Answer with one number: the count of lines in the listing below that hold the word "read".

○ ○ ○

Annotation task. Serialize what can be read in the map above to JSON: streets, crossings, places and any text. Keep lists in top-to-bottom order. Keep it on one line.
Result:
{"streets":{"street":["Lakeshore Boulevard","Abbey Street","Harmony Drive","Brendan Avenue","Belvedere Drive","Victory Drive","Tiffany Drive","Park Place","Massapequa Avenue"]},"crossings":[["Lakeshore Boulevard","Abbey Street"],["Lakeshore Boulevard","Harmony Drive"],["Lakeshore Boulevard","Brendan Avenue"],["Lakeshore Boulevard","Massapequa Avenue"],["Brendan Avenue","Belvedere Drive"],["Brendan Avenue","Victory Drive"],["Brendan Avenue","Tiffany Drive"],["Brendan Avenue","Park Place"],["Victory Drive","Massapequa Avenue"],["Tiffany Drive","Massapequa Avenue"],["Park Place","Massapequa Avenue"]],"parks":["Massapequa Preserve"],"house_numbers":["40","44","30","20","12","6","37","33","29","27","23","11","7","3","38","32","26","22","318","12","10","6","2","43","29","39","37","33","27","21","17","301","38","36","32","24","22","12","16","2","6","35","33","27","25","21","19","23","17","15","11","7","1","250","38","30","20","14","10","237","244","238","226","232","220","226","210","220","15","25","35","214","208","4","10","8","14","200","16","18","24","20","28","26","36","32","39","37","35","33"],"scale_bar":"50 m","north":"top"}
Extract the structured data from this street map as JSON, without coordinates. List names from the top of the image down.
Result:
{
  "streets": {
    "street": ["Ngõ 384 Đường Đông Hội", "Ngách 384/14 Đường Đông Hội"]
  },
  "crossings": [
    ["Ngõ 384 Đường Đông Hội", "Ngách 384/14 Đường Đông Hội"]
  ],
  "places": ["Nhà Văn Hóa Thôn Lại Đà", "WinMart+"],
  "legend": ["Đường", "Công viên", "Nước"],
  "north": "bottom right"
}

○ ○ ○

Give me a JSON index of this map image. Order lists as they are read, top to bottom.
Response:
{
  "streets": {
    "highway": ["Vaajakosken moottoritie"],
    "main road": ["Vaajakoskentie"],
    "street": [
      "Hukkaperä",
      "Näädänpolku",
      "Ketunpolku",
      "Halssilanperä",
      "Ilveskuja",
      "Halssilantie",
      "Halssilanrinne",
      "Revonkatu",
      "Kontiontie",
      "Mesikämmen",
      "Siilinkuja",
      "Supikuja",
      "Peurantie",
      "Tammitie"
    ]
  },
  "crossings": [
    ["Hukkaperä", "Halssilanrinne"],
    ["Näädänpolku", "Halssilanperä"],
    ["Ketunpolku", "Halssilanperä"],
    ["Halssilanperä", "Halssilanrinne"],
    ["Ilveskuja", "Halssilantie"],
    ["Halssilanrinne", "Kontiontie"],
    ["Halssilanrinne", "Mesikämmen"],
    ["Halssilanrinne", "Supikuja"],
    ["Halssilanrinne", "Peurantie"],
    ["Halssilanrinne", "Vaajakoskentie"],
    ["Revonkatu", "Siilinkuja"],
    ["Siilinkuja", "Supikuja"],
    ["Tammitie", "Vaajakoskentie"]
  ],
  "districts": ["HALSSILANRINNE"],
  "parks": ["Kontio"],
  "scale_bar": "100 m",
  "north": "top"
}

○ ○ ○

→ RESPONSE TO THE EXERCISE: 2